INFORMATION SHOWN >>
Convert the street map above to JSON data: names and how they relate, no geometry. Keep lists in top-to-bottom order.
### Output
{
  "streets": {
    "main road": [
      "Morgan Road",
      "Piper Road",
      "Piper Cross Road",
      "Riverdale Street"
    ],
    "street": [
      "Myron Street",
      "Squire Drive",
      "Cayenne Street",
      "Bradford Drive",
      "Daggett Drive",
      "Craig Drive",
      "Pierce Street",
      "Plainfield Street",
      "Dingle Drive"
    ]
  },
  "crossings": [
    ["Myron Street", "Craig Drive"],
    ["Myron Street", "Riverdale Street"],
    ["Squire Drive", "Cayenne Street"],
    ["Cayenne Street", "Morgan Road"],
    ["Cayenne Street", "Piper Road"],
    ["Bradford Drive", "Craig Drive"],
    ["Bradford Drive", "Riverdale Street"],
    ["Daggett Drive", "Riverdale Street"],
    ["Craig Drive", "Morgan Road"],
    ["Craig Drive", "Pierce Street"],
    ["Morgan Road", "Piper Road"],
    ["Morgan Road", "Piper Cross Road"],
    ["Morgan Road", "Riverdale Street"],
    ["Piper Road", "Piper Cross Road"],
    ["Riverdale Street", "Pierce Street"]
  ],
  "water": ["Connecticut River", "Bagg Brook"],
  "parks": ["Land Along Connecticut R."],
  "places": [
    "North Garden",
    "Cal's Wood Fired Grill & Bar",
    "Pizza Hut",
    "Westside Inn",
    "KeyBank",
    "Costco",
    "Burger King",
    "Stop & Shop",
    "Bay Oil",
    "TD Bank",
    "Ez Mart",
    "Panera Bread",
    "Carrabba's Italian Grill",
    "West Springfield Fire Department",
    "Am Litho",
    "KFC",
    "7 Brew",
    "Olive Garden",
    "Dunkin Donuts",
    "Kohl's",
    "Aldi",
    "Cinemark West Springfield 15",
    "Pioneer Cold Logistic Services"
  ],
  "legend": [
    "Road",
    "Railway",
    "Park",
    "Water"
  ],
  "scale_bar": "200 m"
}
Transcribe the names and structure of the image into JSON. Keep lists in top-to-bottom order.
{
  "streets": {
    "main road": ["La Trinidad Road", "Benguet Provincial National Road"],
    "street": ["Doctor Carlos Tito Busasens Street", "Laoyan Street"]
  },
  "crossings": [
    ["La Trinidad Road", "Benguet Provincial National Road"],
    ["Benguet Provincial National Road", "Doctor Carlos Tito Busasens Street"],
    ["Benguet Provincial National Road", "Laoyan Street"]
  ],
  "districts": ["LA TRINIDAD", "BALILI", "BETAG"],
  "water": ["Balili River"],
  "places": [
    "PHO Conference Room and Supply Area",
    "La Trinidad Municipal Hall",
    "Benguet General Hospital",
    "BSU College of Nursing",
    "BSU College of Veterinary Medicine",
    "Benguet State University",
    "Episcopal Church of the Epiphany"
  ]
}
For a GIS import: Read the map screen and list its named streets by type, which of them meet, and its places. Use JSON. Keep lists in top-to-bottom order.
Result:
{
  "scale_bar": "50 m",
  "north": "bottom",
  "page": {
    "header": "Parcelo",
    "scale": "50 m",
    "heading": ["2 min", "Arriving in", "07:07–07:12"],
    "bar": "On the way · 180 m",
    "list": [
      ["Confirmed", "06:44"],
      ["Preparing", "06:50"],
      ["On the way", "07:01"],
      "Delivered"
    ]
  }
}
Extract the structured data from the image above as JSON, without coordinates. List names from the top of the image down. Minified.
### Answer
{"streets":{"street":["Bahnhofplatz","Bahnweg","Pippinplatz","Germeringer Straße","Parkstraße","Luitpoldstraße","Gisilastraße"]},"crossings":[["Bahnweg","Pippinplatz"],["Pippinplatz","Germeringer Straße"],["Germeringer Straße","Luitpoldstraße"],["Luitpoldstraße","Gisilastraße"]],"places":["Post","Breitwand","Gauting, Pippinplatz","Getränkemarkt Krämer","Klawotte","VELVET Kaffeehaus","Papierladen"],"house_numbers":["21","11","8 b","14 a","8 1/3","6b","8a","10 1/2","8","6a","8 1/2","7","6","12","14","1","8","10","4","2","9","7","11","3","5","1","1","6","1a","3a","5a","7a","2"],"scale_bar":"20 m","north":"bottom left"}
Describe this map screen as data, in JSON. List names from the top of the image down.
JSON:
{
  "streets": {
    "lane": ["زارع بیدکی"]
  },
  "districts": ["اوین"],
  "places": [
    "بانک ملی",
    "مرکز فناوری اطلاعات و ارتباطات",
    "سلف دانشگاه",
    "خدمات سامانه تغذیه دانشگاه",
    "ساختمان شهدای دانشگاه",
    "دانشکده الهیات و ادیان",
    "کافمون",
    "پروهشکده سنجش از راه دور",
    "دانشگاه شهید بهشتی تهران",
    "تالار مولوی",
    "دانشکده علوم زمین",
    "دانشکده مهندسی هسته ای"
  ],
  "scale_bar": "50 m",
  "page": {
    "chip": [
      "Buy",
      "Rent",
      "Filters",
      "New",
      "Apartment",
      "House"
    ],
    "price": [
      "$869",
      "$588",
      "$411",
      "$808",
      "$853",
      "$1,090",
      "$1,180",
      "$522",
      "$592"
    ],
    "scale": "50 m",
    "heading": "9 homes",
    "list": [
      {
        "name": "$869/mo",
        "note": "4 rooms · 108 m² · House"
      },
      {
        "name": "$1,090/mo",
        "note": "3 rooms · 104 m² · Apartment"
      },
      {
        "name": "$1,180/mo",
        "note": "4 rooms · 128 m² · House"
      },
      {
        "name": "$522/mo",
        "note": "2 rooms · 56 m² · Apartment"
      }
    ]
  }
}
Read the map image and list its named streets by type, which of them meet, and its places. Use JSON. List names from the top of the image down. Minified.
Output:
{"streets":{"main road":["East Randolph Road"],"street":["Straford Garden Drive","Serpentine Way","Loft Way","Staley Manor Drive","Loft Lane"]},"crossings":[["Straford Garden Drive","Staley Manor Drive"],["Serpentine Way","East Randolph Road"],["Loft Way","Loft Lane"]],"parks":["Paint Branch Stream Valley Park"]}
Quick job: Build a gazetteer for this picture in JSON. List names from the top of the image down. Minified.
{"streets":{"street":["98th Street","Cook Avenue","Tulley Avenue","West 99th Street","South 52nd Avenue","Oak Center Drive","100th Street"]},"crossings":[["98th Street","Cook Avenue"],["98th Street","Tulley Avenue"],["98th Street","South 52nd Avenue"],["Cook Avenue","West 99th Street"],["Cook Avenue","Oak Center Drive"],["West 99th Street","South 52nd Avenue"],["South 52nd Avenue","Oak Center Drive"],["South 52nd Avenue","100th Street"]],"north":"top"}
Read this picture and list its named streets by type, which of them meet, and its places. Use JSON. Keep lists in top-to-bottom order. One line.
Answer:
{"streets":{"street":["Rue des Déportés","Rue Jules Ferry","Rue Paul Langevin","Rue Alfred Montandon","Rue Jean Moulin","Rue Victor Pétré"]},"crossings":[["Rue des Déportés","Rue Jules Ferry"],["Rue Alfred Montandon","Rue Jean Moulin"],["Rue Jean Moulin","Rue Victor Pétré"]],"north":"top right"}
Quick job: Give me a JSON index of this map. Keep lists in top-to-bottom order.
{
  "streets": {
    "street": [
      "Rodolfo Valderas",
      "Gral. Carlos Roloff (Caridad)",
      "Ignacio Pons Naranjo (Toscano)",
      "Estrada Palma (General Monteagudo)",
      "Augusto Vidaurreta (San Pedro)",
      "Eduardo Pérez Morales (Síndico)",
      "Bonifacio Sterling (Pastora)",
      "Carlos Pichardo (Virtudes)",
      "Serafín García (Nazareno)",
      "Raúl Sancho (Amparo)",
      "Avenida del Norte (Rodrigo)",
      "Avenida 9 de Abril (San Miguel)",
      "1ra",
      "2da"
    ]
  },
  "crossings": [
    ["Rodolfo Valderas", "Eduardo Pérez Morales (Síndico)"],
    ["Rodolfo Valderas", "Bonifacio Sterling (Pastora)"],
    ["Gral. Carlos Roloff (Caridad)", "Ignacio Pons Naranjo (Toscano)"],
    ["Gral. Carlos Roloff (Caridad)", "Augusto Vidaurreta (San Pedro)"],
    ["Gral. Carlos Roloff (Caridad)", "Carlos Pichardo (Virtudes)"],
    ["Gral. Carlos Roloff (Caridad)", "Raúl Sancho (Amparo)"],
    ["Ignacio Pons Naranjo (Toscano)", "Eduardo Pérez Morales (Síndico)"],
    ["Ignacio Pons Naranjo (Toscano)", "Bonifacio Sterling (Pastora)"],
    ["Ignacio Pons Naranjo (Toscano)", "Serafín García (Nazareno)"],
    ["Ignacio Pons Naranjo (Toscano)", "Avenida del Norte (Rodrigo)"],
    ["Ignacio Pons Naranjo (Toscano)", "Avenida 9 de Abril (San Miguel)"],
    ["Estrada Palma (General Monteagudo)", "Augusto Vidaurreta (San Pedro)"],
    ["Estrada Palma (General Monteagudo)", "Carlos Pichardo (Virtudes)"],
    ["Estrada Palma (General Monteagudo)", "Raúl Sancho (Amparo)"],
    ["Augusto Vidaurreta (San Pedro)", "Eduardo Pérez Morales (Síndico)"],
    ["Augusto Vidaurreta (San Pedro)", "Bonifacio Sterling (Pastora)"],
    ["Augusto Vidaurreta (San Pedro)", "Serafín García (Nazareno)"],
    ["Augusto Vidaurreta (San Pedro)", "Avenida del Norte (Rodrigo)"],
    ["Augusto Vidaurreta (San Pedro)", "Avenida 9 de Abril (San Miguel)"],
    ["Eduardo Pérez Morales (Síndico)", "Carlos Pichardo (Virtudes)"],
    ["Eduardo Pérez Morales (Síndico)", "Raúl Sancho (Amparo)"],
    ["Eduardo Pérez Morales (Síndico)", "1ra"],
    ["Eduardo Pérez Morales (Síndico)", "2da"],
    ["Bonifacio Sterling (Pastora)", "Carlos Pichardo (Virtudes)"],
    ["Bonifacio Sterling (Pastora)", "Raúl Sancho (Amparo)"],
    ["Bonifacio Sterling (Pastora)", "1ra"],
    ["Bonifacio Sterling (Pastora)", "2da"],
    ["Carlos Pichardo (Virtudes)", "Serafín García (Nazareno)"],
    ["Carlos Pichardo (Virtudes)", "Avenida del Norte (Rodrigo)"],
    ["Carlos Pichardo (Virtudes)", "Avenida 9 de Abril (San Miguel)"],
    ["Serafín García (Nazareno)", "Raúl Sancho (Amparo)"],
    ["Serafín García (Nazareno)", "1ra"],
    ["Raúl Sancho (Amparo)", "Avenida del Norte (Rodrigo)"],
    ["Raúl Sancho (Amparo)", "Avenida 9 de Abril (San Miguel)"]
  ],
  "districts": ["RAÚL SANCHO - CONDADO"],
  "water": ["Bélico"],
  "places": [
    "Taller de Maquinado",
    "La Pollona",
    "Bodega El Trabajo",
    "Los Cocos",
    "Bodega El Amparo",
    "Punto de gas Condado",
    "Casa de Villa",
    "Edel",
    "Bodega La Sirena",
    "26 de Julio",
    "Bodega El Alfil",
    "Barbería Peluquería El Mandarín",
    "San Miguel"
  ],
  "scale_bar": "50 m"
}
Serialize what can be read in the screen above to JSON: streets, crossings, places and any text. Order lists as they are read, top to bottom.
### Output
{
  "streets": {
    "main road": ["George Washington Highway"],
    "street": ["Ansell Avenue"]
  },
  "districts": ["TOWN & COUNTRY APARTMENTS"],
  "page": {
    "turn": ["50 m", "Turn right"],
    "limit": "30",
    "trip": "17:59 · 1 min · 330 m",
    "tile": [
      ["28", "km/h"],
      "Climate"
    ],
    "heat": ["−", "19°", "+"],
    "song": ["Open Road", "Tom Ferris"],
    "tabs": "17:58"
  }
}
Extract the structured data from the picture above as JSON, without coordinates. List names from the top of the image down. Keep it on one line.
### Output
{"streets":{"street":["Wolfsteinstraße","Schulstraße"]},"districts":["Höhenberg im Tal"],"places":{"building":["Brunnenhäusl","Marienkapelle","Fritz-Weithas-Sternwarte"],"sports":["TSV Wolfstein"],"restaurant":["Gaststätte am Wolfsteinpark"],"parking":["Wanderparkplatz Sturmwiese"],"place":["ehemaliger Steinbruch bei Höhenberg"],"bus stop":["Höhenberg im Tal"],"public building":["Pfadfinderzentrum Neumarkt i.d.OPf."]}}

TASK DIRECTIONS >> List every line in the records above that contains the word "Monteagudo".

PROBLEM SOLUTION >>
      "Estrada Palma (General Monteagudo)",
    ["Estrada Palma (General Monteagudo)", "Augusto Vidaurreta (San Pedro)"],
    ["Estrada Palma (General Monteagudo)", "Carlos Pichardo (Virtudes)"],
    ["Estrada Palma (General Monteagudo)", "Raúl Sancho (Amparo)"],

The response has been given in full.